** Required action **
Omit every picture, then give all the entries again exactly.

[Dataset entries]
=== Begin Enclosure ===

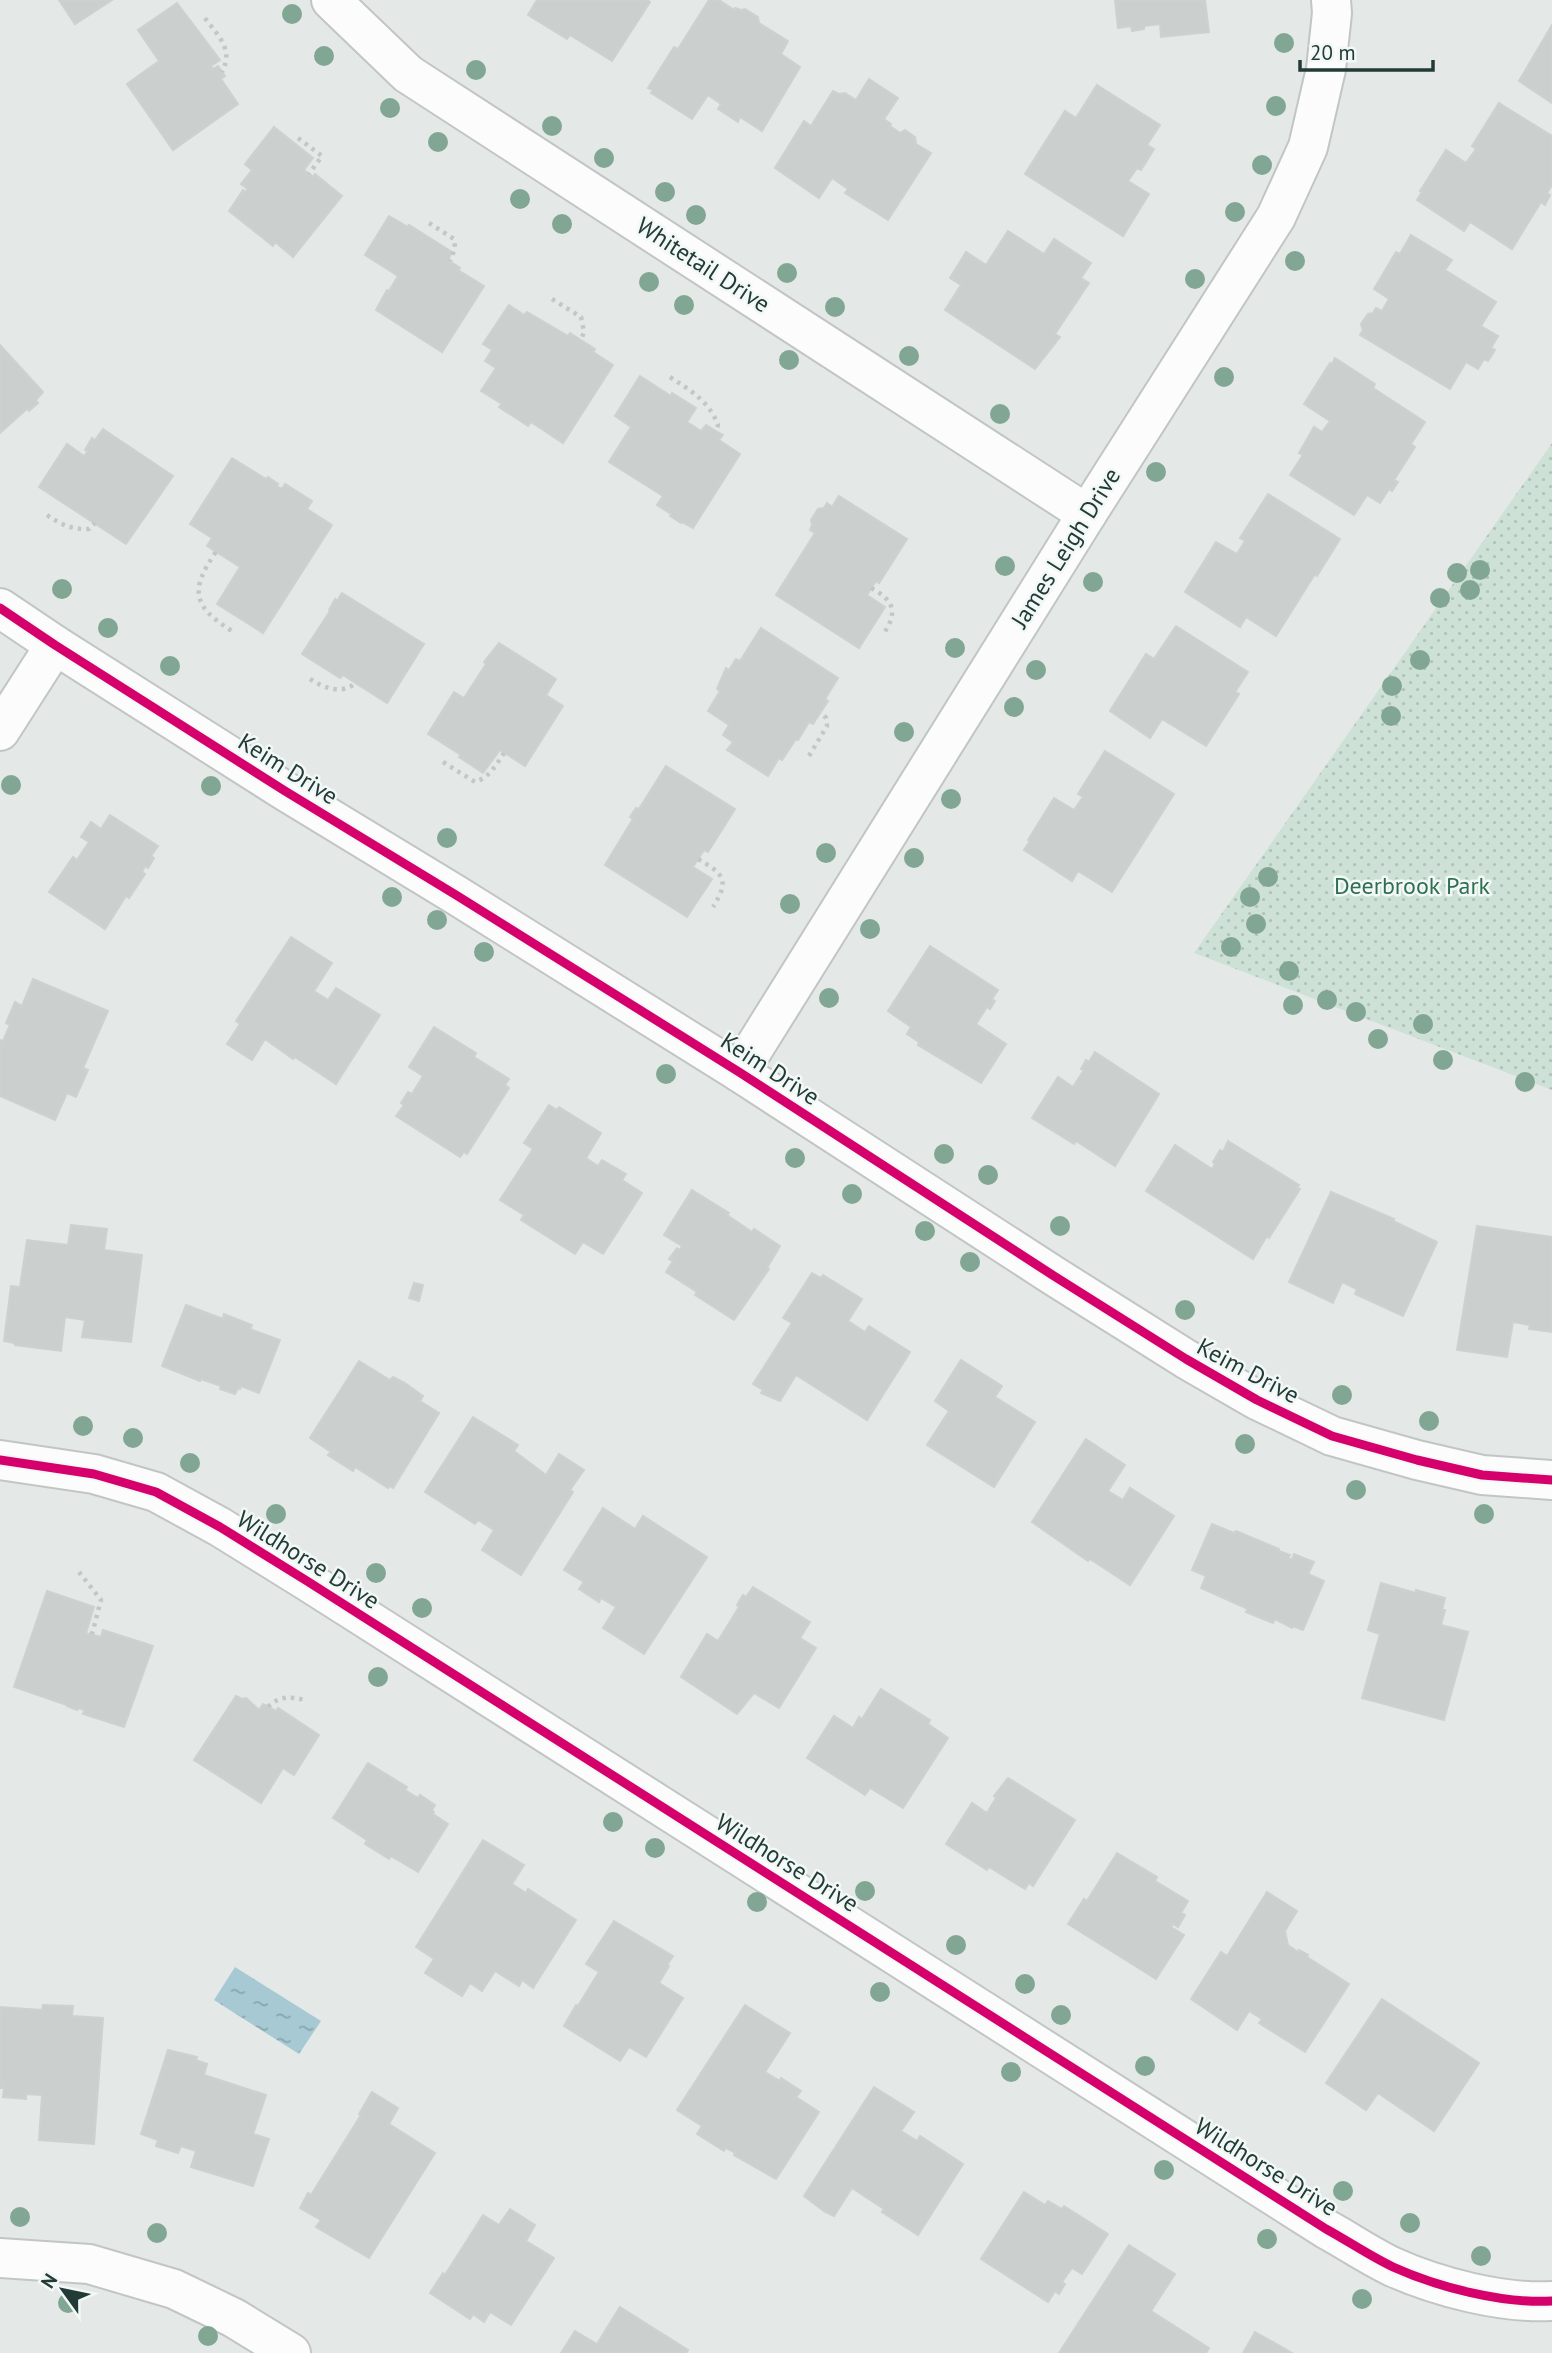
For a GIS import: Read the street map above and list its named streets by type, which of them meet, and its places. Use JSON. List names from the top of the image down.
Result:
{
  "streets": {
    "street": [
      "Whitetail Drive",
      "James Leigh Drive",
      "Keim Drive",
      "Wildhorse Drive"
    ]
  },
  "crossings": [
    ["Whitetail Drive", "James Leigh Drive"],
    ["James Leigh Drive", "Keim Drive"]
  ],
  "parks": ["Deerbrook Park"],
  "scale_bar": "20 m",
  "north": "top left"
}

=== End Enclosure ===

** Output for this exercise **
For a GIS import: Read the street map above and list its named streets by type, which of them meet, and its places. Use JSON. List names from the top of the image down.
Result:
{
  "streets": {
    "street": [
      "Whitetail Drive",
      "James Leigh Drive",
      "Keim Drive",
      "Wildhorse Drive"
    ]
  },
  "crossings": [
    ["Whitetail Drive", "James Leigh Drive"],
    ["James Leigh Drive", "Keim Drive"]
  ],
  "parks": ["Deerbrook Park"],
  "scale_bar": "20 m",
  "north": "top left"
}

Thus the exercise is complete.